──────── Exercise data

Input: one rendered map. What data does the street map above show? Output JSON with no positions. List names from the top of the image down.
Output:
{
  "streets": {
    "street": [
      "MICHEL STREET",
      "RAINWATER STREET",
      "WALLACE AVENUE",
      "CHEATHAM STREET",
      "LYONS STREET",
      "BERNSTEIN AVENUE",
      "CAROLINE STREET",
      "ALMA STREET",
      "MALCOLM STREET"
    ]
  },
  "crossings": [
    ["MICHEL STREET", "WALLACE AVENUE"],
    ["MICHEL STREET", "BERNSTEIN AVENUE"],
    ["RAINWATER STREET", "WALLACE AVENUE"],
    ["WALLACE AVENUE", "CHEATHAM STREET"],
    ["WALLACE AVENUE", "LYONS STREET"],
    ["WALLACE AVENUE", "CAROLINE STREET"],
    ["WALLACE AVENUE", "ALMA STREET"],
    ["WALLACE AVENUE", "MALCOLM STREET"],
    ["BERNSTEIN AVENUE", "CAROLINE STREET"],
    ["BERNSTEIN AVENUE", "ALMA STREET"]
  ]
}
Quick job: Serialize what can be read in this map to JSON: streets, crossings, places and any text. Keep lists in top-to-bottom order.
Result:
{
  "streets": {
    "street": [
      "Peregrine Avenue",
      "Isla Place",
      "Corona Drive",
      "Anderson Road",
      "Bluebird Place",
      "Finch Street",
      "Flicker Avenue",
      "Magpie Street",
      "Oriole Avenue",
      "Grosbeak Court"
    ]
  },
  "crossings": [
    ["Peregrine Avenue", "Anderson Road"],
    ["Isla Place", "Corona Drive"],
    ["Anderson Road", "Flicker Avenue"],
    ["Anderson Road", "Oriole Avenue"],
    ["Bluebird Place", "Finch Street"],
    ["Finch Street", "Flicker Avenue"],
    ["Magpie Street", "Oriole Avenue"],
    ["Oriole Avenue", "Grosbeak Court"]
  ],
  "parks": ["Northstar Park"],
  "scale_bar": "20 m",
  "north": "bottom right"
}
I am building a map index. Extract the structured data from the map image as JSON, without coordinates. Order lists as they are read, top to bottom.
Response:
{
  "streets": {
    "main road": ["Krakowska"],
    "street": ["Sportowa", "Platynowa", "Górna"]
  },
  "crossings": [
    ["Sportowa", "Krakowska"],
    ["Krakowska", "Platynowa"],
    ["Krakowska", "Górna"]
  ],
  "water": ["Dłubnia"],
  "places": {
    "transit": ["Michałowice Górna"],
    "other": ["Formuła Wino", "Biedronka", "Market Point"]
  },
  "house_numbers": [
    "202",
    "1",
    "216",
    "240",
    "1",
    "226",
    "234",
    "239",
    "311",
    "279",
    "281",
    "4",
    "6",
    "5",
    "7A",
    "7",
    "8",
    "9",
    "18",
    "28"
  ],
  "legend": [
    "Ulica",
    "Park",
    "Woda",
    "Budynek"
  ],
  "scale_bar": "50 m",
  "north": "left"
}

────────────────

- _Work required_
Return every line of the material exactly.

- _Response_
Input: one rendered map. What data does the street map above show? Output JSON with no positions. List names from the top of the image down.
Output:
{
  "streets": {
    "street": [
      "MICHEL STREET",
      "RAINWATER STREET",
      "WALLACE AVENUE",
      "CHEATHAM STREET",
      "LYONS STREET",
      "BERNSTEIN AVENUE",
      "CAROLINE STREET",
      "ALMA STREET",
      "MALCOLM STREET"
    ]
  },
  "crossings": [
    ["MICHEL STREET", "WALLACE AVENUE"],
    ["MICHEL STREET", "BERNSTEIN AVENUE"],
    ["RAINWATER STREET", "WALLACE AVENUE"],
    ["WALLACE AVENUE", "CHEATHAM STREET"],
    ["WALLACE AVENUE", "LYONS STREET"],
    ["WALLACE AVENUE", "CAROLINE STREET"],
    ["WALLACE AVENUE", "ALMA STREET"],
    ["WALLACE AVENUE", "MALCOLM STREET"],
    ["BERNSTEIN AVENUE", "CAROLINE STREET"],
    ["BERNSTEIN AVENUE", "ALMA STREET"]
  ]
}
Quick job: Serialize what can be read in this map to JSON: streets, crossings, places and any text. Keep lists in top-to-bottom order.
Result:
{
  "streets": {
    "street": [
      "Peregrine Avenue",
      "Isla Place",
      "Corona Drive",
      "Anderson Road",
      "Bluebird Place",
      "Finch Street",
      "Flicker Avenue",
      "Magpie Street",
      "Oriole Avenue",
      "Grosbeak Court"
    ]
  },
  "crossings": [
    ["Peregrine Avenue", "Anderson Road"],
    ["Isla Place", "Corona Drive"],
    ["Anderson Road", "Flicker Avenue"],
    ["Anderson Road", "Oriole Avenue"],
    ["Bluebird Place", "Finch Street"],
    ["Finch Street", "Flicker Avenue"],
    ["Magpie Street", "Oriole Avenue"],
    ["Oriole Avenue", "Grosbeak Court"]
  ],
  "parks": ["Northstar Park"],
  "scale_bar": "20 m",
  "north": "bottom right"
}
I am building a map index. Extract the structured data from the map image as JSON, without coordinates. Order lists as they are read, top to bottom.
Response:
{
  "streets": {
    "main road": ["Krakowska"],
    "street": ["Sportowa", "Platynowa", "Górna"]
  },
  "crossings": [
    ["Sportowa", "Krakowska"],
    ["Krakowska", "Platynowa"],
    ["Krakowska", "Górna"]
  ],
  "water": ["Dłubnia"],
  "places": {
    "transit": ["Michałowice Górna"],
    "other": ["Formuła Wino", "Biedronka", "Market Point"]
  },
  "house_numbers": [
    "202",
    "1",
    "216",
    "240",
    "1",
    "226",
    "234",
    "239",
    "311",
    "279",
    "281",
    "4",
    "6",
    "5",
    "7A",
    "7",
    "8",
    "9",
    "18",
    "28"
  ],
  "legend": [
    "Ulica",
    "Park",
    "Woda",
    "Budynek"
  ],
  "scale_bar": "50 m",
  "north": "left"
}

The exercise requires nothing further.